***** INFORMATION PROVIDED *****

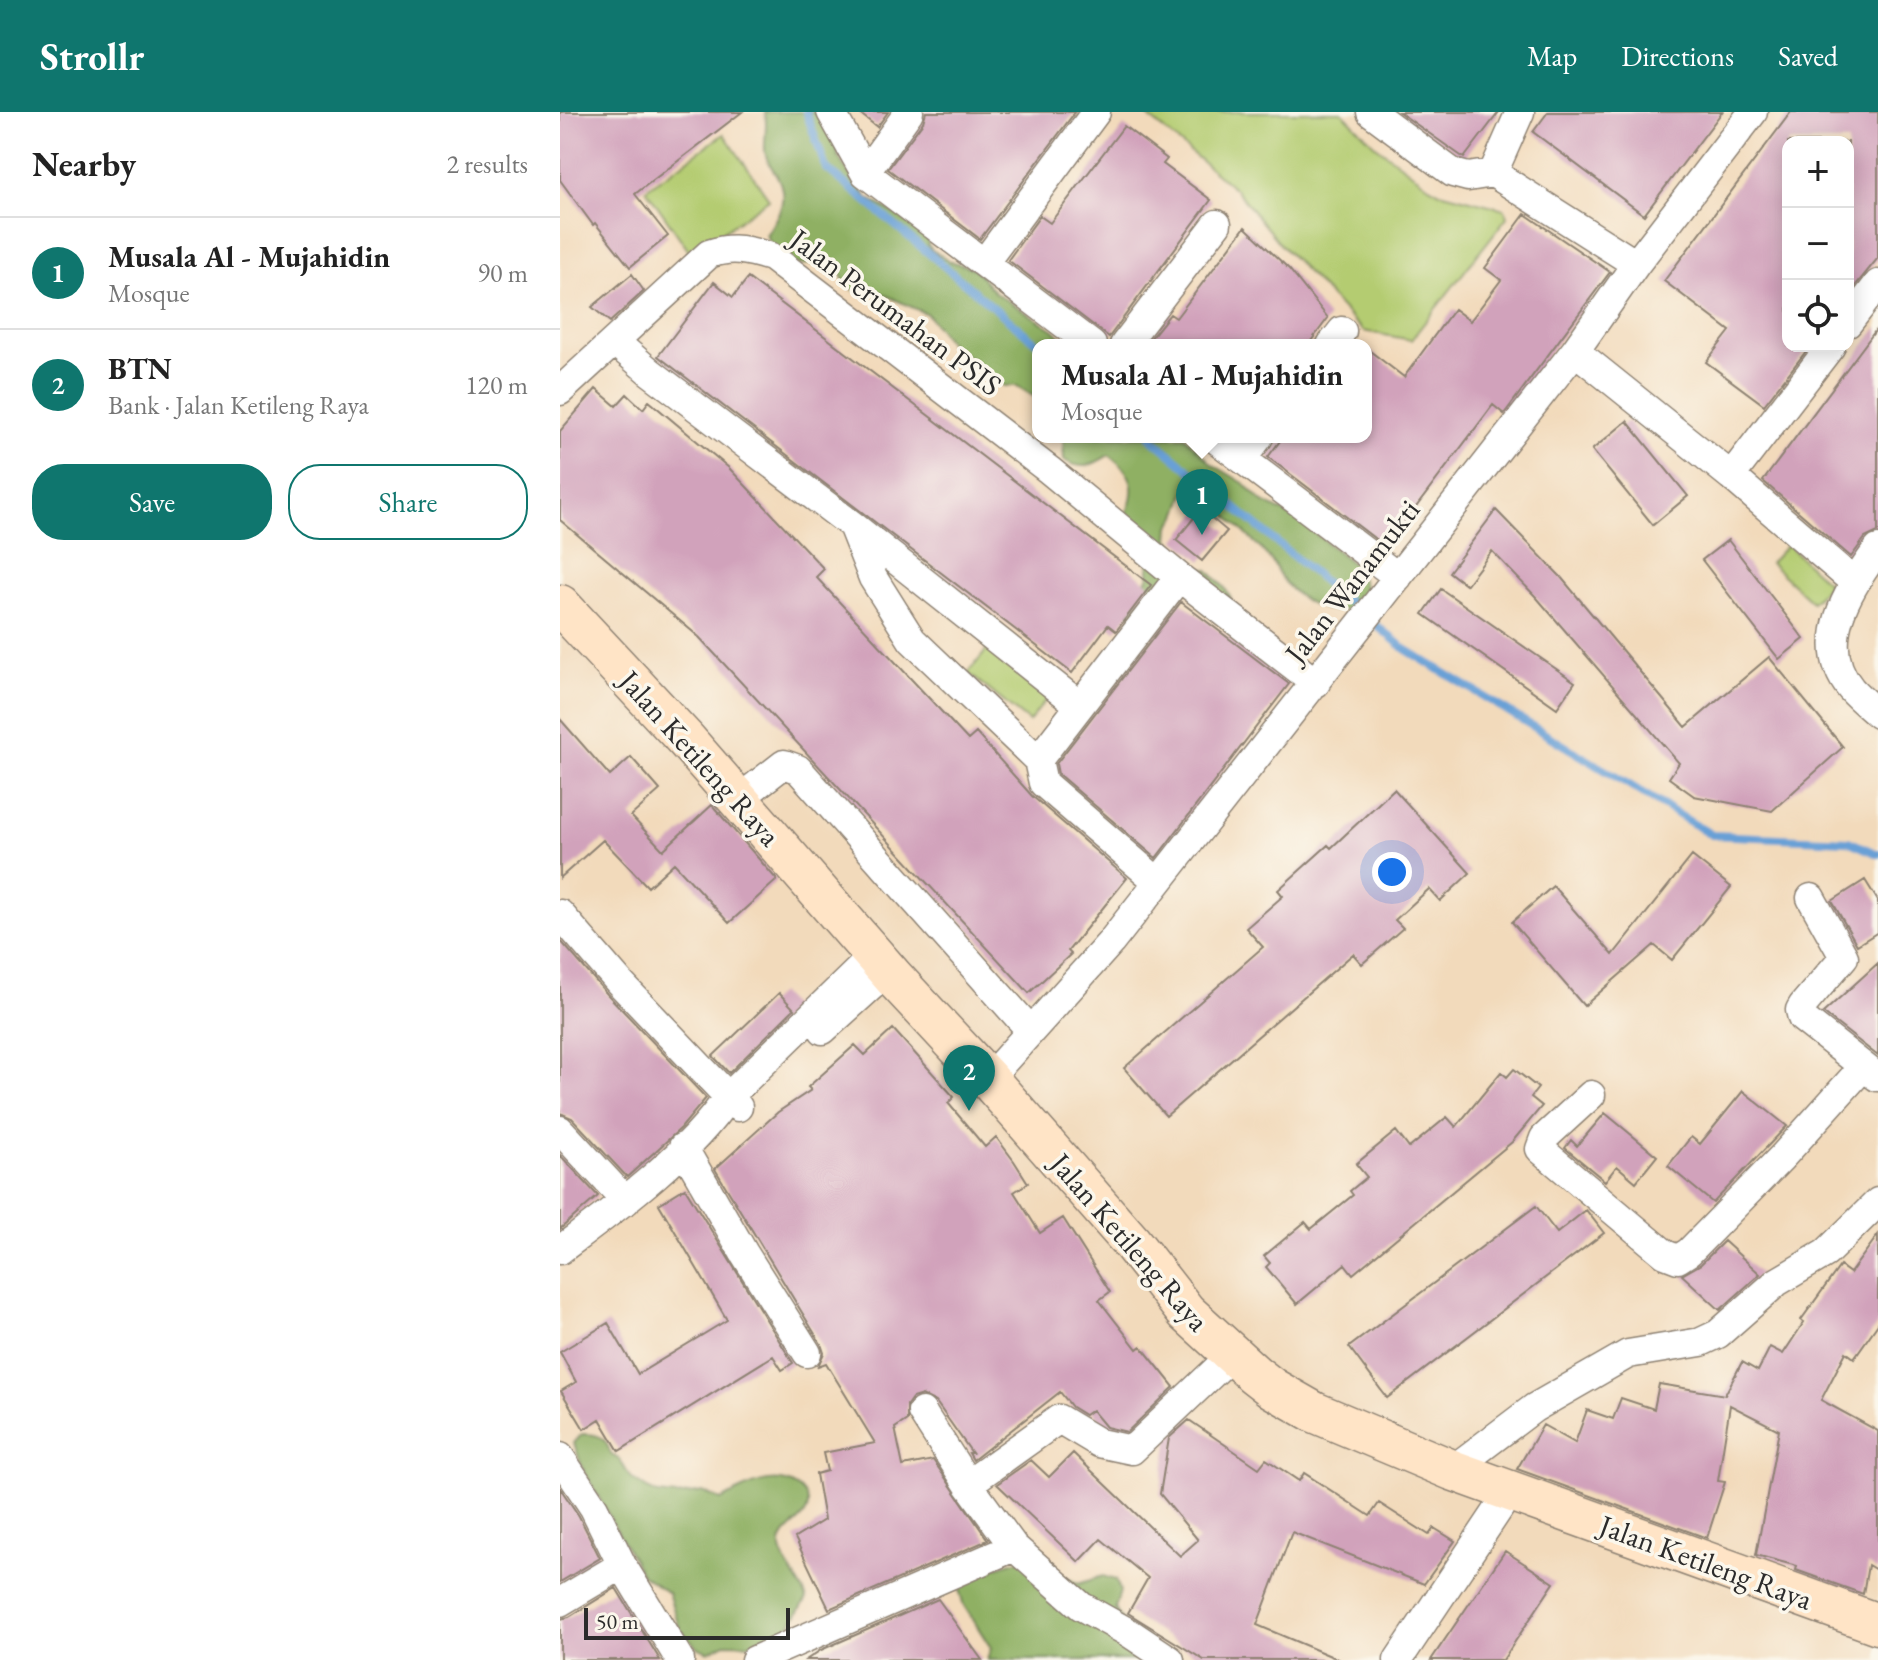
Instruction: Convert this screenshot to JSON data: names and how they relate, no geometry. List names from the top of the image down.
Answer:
{
  "streets": {
    "main road": ["Jalan Ketileng Raya"],
    "street": ["Jalan Perumahan PSIS", "Jalan Wanamukti"]
  },
  "crossings": [
    ["Jalan Perumahan PSIS", "Jalan Wanamukti"],
    ["Jalan Wanamukti", "Jalan Ketileng Raya"]
  ],
  "scale_bar": "50 m",
  "page": {
    "header": "Strollr",
    "nav": ["Map", "Directions", "Saved"],
    "heading": ["Nearby", "2 results"],
    "map_buttons": ["+", "−"],
    "list": [
      {
        "mark": "1",
        "name": "Musala Al - Mujahidin",
        "note": "Mosque",
        "value": "90 m"
      },
      {
        "mark": "2",
        "name": "BTN",
        "note": "Bank · Jalan Ketileng Raya",
        "value": "120 m"
      }
    ],
    "popup": ["Musala Al - Mujahidin", "Mosque"],
    "buttons": ["Save", "Share"],
    "pins": ["1", "2"],
    "scale": "50 m"
  }
}
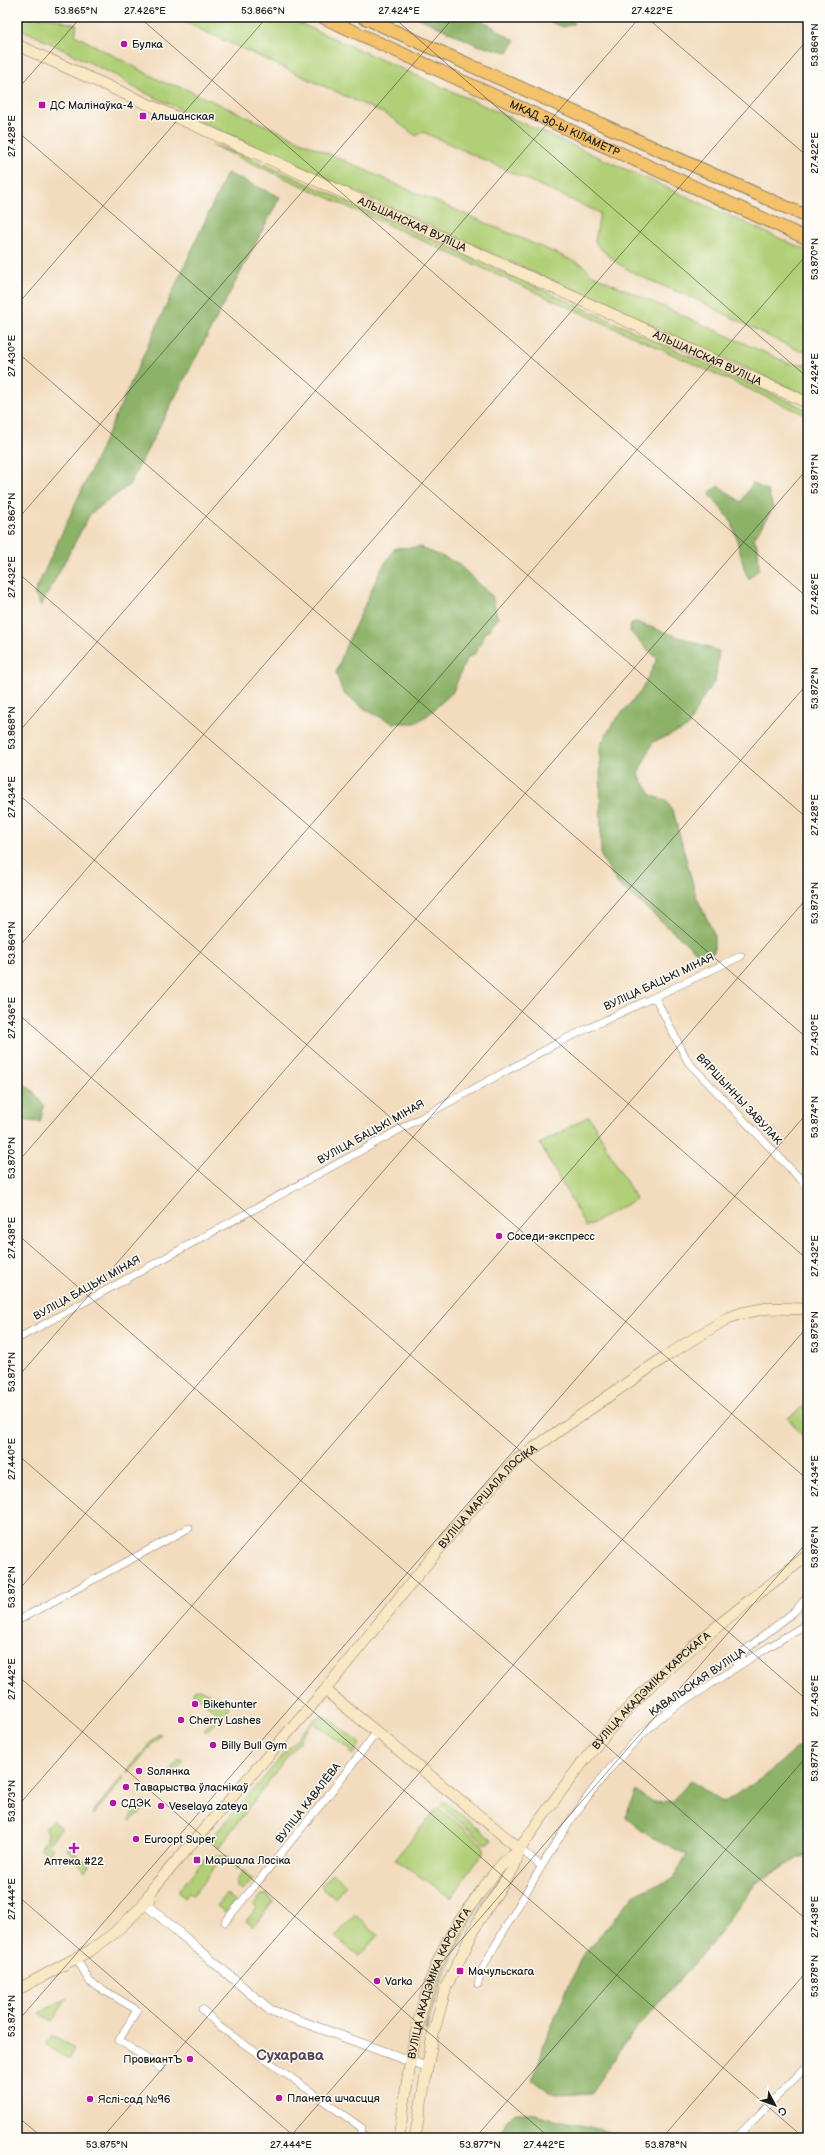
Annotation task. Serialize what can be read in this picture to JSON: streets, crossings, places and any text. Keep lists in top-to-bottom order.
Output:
{
  "streets": {
    "highway": ["МКАД, 30-Ы КІЛАМЕТР"],
    "main road": ["АЛЬШАНСКАЯ ВУЛІЦА", "ВУЛІЦА МАРШАЛА ЛОСІКА", "ВУЛІЦА АКАДЭМІКА КАРСКАГА"],
    "street": [
      "ВУЛІЦА БАЦЬКІ МІНАЯ",
      "ВЯРШЫННЫ ЗАВУЛАК",
      "КАВАЛЬСКАЯ ВУЛІЦА",
      "ВУЛІЦА КАВАЛЁВА"
    ]
  },
  "crossings": [
    ["ВУЛІЦА БАЦЬКІ МІНАЯ", "ВЯРШЫННЫ ЗАВУЛАК"]
  ],
  "districts": ["Сухарава"],
  "places": {
    "other": [
      "Булка",
      "Соседи-экспресс",
      "Bikehunter",
      "Cherry Lashes",
      "Billy Bull Gym",
      "Sолянка",
      "Таварыства ўласнікаў",
      "СДЭК",
      "Veselaya zateya",
      "Euroopt Super",
      "Varka",
      "ПровиантЪ",
      "Планета шчасцця",
      "Яслі-сад №96"
    ],
    "transit": [
      "ДС Малінаўка-4",
      "Альшанская",
      "Маршала Лосіка",
      "Мачульскага"
    ],
    "health": ["Аптека #22"]
  },
  "north": "bottom right",
  "coordinates": [
    "53.865°N",
    "27.426°E",
    "53.866°N",
    "27.424°E",
    "27.422°E",
    "53.869°N",
    "27.428°E",
    "53.870°N",
    "27.430°E",
    "53.871°N",
    "53.867°N",
    "27.432°E",
    "53.872°N",
    "53.868°N",
    "27.434°E",
    "53.873°N",
    "27.436°E",
    "53.874°N",
    "27.438°E",
    "53.875°N",
    "27.440°E",
    "53.876°N",
    "27.442°E",
    "53.877°N",
    "27.444°E",
    "53.878°N"
  ]
}
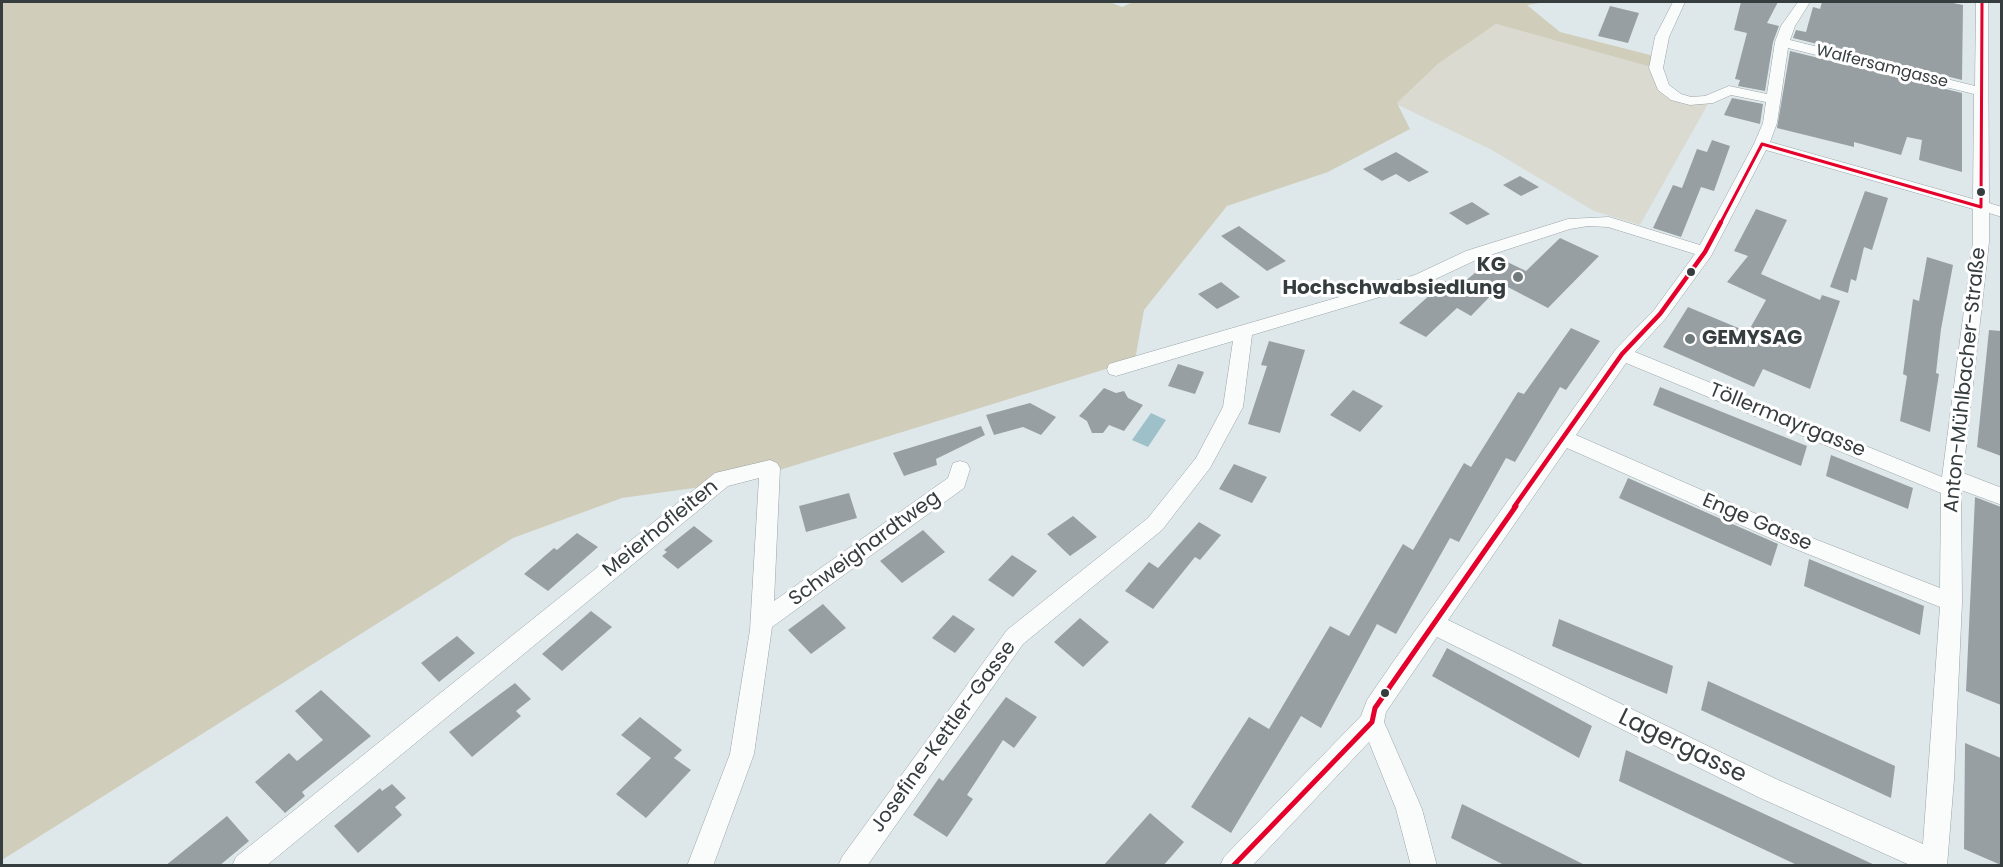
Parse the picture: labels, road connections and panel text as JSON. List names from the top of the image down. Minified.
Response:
{"streets":{"street":["Walfersamgasse","Anton-Mühlbacher-Straße","Töllermayrgasse","Enge Gasse","Meierhofleiten","Schweighardtweg","Josefine-Kettler-Gasse","Lagergasse"]},"crossings":[["Walfersamgasse","Anton-Mühlbacher-Straße"],["Anton-Mühlbacher-Straße","Töllermayrgasse"],["Anton-Mühlbacher-Straße","Enge Gasse"],["Anton-Mühlbacher-Straße","Lagergasse"],["Meierhofleiten","Schweighardtweg"]],"places":["KG Hochschwabsiedlung","GEMYSAG"]}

*****

**WORK ITEM:** Your answer must restate the entries word for word and contain no pictures.

**RESULT OF THIS EXERCISE:**
Instruction: Convert this screenshot to JSON data: names and how they relate, no geometry. List names from the top of the image down.
Answer:
{
  "streets": {
    "main road": ["Jalan Ketileng Raya"],
    "street": ["Jalan Perumahan PSIS", "Jalan Wanamukti"]
  },
  "crossings": [
    ["Jalan Perumahan PSIS", "Jalan Wanamukti"],
    ["Jalan Wanamukti", "Jalan Ketileng Raya"]
  ],
  "scale_bar": "50 m",
  "page": {
    "header": "Strollr",
    "nav": ["Map", "Directions", "Saved"],
    "heading": ["Nearby", "2 results"],
    "map_buttons": ["+", "−"],
    "list": [
      {
        "mark": "1",
        "name": "Musala Al - Mujahidin",
        "note": "Mosque",
        "value": "90 m"
      },
      {
        "mark": "2",
        "name": "BTN",
        "note": "Bank · Jalan Ketileng Raya",
        "value": "120 m"
      }
    ],
    "popup": ["Musala Al - Mujahidin", "Mosque"],
    "buttons": ["Save", "Share"],
    "pins": ["1", "2"],
    "scale": "50 m"
  }
}
Annotation task. Serialize what can be read in this picture to JSON: streets, crossings, places and any text. Keep lists in top-to-bottom order.
Output:
{
  "streets": {
    "highway": ["МКАД, 30-Ы КІЛАМЕТР"],
    "main road": ["АЛЬШАНСКАЯ ВУЛІЦА", "ВУЛІЦА МАРШАЛА ЛОСІКА", "ВУЛІЦА АКАДЭМІКА КАРСКАГА"],
    "street": [
      "ВУЛІЦА БАЦЬКІ МІНАЯ",
      "ВЯРШЫННЫ ЗАВУЛАК",
      "КАВАЛЬСКАЯ ВУЛІЦА",
      "ВУЛІЦА КАВАЛЁВА"
    ]
  },
  "crossings": [
    ["ВУЛІЦА БАЦЬКІ МІНАЯ", "ВЯРШЫННЫ ЗАВУЛАК"]
  ],
  "districts": ["Сухарава"],
  "places": {
    "other": [
      "Булка",
      "Соседи-экспресс",
      "Bikehunter",
      "Cherry Lashes",
      "Billy Bull Gym",
      "Sолянка",
      "Таварыства ўласнікаў",
      "СДЭК",
      "Veselaya zateya",
      "Euroopt Super",
      "Varka",
      "ПровиантЪ",
      "Планета шчасцця",
      "Яслі-сад №96"
    ],
    "transit": [
      "ДС Малінаўка-4",
      "Альшанская",
      "Маршала Лосіка",
      "Мачульскага"
    ],
    "health": ["Аптека #22"]
  },
  "north": "bottom right",
  "coordinates": [
    "53.865°N",
    "27.426°E",
    "53.866°N",
    "27.424°E",
    "27.422°E",
    "53.869°N",
    "27.428°E",
    "53.870°N",
    "27.430°E",
    "53.871°N",
    "53.867°N",
    "27.432°E",
    "53.872°N",
    "53.868°N",
    "27.434°E",
    "53.873°N",
    "27.436°E",
    "53.874°N",
    "27.438°E",
    "53.875°N",
    "27.440°E",
    "53.876°N",
    "27.442°E",
    "53.877°N",
    "27.444°E",
    "53.878°N"
  ]
}
Parse the picture: labels, road connections and panel text as JSON. List names from the top of the image down. Minified.
Response:
{"streets":{"street":["Walfersamgasse","Anton-Mühlbacher-Straße","Töllermayrgasse","Enge Gasse","Meierhofleiten","Schweighardtweg","Josefine-Kettler-Gasse","Lagergasse"]},"crossings":[["Walfersamgasse","Anton-Mühlbacher-Straße"],["Anton-Mühlbacher-Straße","Töllermayrgasse"],["Anton-Mühlbacher-Straße","Enge Gasse"],["Anton-Mühlbacher-Straße","Lagergasse"],["Meierhofleiten","Schweighardtweg"]],"places":["KG Hochschwabsiedlung","GEMYSAG"]}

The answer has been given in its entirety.